## ACTIVITY
Identify all lines below that hold "space" and collect them.

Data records
=== Section Start ===
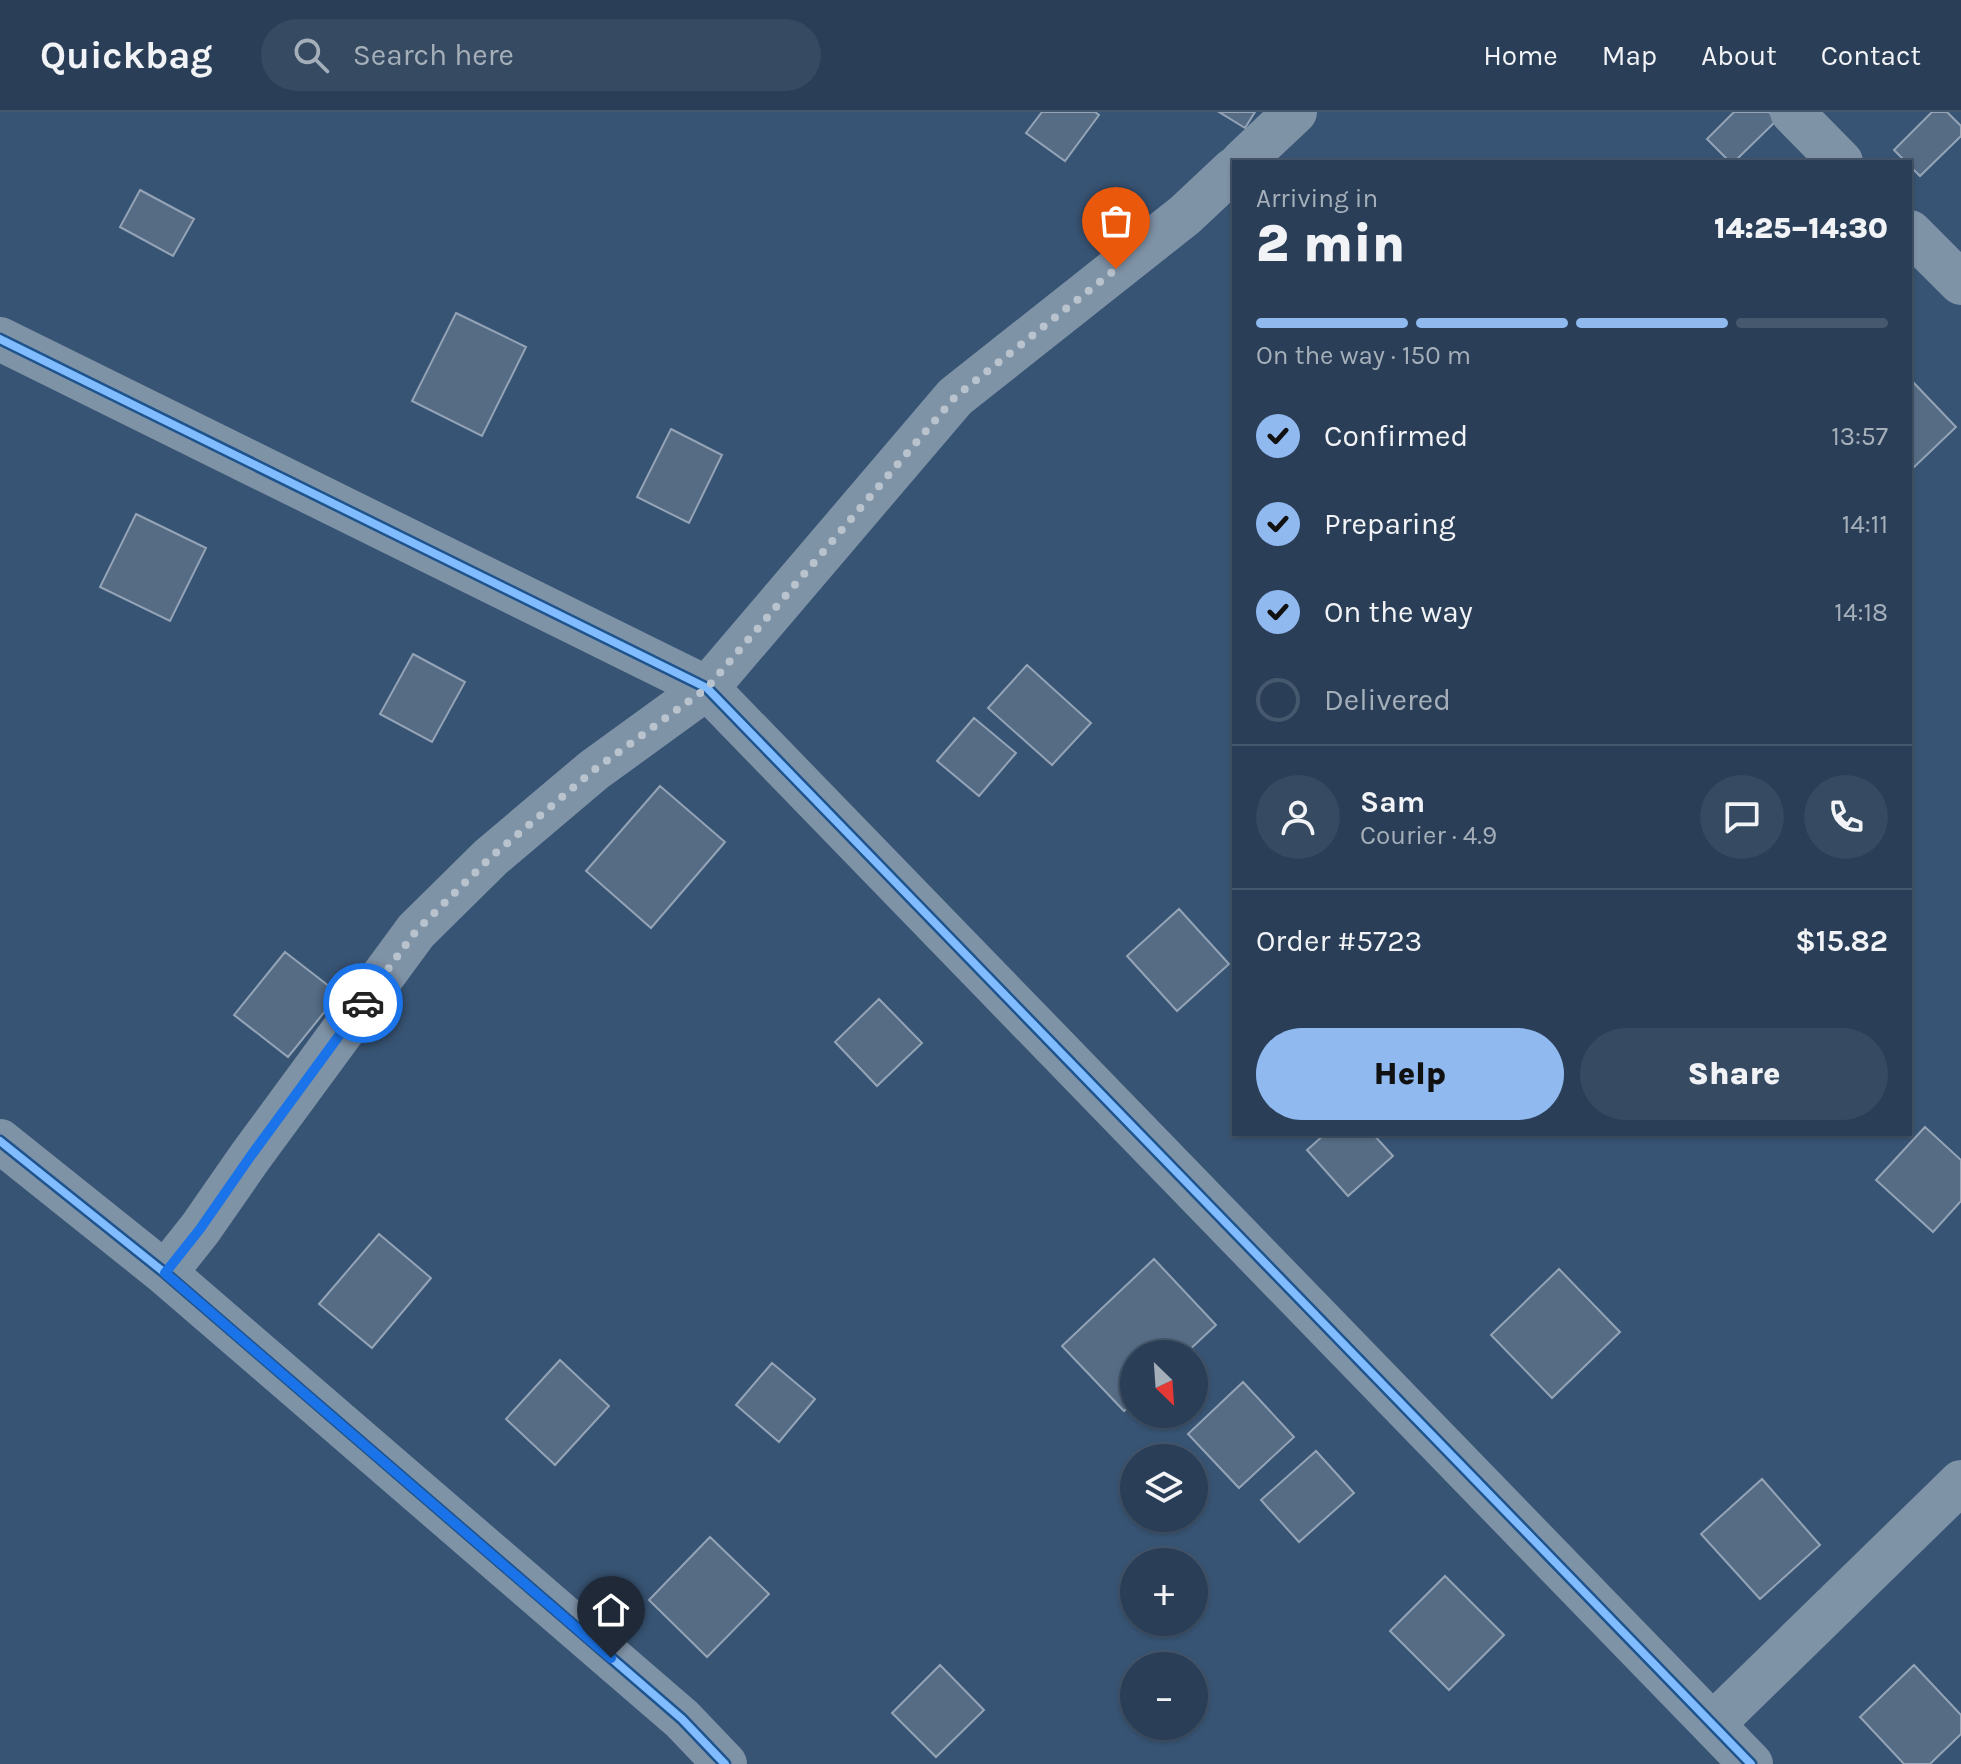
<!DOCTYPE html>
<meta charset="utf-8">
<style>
:root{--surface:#2a3f57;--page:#364a61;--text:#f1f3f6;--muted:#a5afba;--line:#46586d;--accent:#90b9f0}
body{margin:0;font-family:Karla,sans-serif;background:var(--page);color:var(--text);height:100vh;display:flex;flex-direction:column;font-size:30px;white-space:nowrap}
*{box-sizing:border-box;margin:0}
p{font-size:26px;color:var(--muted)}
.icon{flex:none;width:44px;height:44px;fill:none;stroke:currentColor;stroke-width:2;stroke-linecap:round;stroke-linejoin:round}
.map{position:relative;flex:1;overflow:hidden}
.side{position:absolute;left:1232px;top:48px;width:680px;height:976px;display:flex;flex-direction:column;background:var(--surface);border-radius:0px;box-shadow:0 2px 6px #0004,0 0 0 2px var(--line)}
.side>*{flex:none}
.needle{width:52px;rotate:155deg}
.buttons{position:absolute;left:1120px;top:1228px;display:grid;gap:16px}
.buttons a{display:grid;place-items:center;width:88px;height:88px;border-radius:50%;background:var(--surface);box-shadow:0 2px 6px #0004,0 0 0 2px var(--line);font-size:40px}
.pin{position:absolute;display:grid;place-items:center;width:68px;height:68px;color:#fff;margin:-82px -34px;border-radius:50% 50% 50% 0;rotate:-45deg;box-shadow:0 0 8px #0007}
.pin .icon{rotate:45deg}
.courier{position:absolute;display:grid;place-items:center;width:80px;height:80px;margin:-40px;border:6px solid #1a73e8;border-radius:50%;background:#fff;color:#222;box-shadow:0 2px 10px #0007}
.headline em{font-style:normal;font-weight:800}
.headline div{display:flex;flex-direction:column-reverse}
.headline{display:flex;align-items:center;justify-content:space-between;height:136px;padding:0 24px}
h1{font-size:52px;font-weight:800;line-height:60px}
.bar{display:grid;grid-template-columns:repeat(4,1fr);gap:12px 8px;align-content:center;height:96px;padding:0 24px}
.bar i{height:10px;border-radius:6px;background:var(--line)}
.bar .on{background:var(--accent)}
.bar p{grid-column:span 4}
.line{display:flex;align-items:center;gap:20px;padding:0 24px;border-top:2px solid var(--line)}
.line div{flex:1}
.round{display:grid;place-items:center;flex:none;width:84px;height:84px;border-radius:42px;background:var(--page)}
ol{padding:0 24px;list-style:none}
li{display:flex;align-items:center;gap:24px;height:88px}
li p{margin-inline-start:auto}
li .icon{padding:8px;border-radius:50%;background:var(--accent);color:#111;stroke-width:4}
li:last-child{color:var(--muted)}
li i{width:44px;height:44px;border:4px solid var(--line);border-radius:50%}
.cta{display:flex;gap:16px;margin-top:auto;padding:16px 24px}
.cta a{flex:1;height:92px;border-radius:48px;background:var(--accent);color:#111;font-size:32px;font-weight:800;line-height:92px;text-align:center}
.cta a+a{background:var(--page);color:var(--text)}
header{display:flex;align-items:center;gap:48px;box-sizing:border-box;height:112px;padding:0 40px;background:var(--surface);border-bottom:2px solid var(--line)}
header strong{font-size:38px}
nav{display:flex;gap:44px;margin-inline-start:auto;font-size:28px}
.search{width:560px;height:72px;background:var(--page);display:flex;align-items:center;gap:20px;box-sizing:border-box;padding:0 28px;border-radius:44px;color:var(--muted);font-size:30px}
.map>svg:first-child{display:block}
.building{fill:#566c85;stroke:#94a4b6;stroke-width:2}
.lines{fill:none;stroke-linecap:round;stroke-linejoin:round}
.minor{stroke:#7f93a7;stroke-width:44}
.cycleway-casing{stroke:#1f538c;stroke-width:13}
.cycleway{stroke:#80bcff;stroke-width:8}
.done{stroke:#b9c3ce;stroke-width:8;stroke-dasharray:0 14.4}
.route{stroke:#1a73e8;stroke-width:10}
</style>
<header>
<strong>Quickbag</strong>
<div class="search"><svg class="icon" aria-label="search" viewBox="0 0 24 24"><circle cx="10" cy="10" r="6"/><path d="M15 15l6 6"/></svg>Search here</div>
<nav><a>Home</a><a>Map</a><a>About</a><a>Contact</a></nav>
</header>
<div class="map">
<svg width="1961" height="1652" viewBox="0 0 1961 1652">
<rect width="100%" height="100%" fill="#385474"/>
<path class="building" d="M1042,0H1095L1099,3L1065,49L1026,21Z
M1219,0H1255L1245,16Z
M1734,0H1769L1777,8L1734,50H1730L1707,27Z
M1932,0H1947L1961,14V24L1920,64L1910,54V50H1906L1894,38Z
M140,78L194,107L173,144L120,115Z
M456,201L526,235L482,324L412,289Z
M1911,268L1956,315L1910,359V269Z
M671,317L722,343L689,411L637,385Z
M136,402L206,436L170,509L100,475Z
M413,542L465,570L432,630L380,602Z
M1027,553L1091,611L1052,653L988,596Z
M974,606L1016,641L979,684L937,649Z
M660,674L725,730L651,816L586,759Z
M1179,797L1229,852L1177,899L1127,844Z
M285,840L339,882L288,945L234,903Z
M879,887L922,931L877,974L835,930Z
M1925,1015L1961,1048V1089L1933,1120L1876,1068Z
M1325,1022H1373L1393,1044L1348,1084L1307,1038Z
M379,1122L431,1166L372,1236L319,1192Z
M1154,1147L1216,1213L1185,1242H1134V1290L1124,1299L1062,1234Z
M1559,1157L1620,1220L1552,1286L1491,1223Z
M560,1248L609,1294L555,1353L506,1307Z
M772,1251L815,1287L779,1330L736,1293Z
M1243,1270L1294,1325L1239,1376L1188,1322Z
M1316,1339L1354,1381L1299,1430L1261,1388Z
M1762,1367L1820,1433L1760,1487L1701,1422Z
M710,1425L769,1482L707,1545L649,1488Z
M1445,1464L1504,1523L1449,1578L1390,1519Z
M940,1553L984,1598L936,1645L892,1601Z
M1914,1553L1961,1603V1622L1930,1652H1904L1860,1605Z"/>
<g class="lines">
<path class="minor" d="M1792,0L1841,50
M1242,50L1295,0
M1910,120L1961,171
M0,227L707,576L1751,1652
M0,1029L165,1161L682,1607L725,1652
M165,1161L200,1117L250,1045L416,819L491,745L594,658L707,576L955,285L1185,103L1234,57
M1713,1612L1961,1370"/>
<g class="cycleway-casing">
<path id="cycleway" d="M0,227L707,576L1751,1652
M0,1029L165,1161L682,1607L725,1652"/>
</g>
<use href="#cycleway" class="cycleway"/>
</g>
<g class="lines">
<path class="done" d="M363,891L416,819L491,745L594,658L707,576L955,285L1116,157"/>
<path class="route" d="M363,891L250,1045L200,1117L165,1161L611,1546"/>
</g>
</svg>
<div class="buttons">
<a><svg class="needle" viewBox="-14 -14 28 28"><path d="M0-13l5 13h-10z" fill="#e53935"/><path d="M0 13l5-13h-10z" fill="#a5afba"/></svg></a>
<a><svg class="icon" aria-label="layers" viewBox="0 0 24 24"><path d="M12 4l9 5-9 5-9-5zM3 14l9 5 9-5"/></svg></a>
<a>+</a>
<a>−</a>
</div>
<div class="pin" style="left:1116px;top:157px;background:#ea580c"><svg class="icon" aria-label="bag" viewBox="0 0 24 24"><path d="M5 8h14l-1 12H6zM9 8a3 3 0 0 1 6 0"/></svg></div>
<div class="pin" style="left:611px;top:1546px;background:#1f2937"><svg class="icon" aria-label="home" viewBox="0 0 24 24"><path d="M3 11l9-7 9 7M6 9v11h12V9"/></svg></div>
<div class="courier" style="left:363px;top:891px"><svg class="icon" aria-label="car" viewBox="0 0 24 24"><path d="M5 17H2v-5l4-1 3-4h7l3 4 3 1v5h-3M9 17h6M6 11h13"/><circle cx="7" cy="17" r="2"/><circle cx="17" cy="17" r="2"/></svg></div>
<section class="side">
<div class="headline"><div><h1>2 min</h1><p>Arriving in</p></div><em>14:25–14:30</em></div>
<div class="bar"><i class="on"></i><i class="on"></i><i class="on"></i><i></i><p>On the way · 150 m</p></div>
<ol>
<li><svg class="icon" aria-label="check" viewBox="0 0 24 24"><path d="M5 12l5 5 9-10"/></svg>Confirmed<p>13:57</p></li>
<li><svg class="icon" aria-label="check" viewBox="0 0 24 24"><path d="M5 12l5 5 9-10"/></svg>Preparing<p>14:11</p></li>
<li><svg class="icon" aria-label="check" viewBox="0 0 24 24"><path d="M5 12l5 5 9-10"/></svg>On the way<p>14:18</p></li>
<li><i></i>Delivered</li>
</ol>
<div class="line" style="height:144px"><a class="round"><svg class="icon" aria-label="person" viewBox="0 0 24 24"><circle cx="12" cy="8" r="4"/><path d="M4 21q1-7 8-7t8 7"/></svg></a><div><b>Sam</b><p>Courier · 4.9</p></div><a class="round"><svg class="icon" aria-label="chat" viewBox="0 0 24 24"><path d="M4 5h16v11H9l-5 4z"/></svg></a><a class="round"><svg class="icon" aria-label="phone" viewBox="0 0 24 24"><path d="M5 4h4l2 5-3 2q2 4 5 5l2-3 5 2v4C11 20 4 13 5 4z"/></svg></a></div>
<div class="line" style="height:104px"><div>Order #5723</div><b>$15.82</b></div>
<div class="cta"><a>Help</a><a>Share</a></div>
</section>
</div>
=== Section End ===
## EXPECTED ANSWER
body{margin:0;font-family:Karla,sans-serif;background:var(--page);color:var(--text);height:100vh;display:flex;flex-direction:column;font-size:30px;white-space:nowrap}
.headline{display:flex;align-items:center;justify-content:space-between;height:136px;padding:0 24px}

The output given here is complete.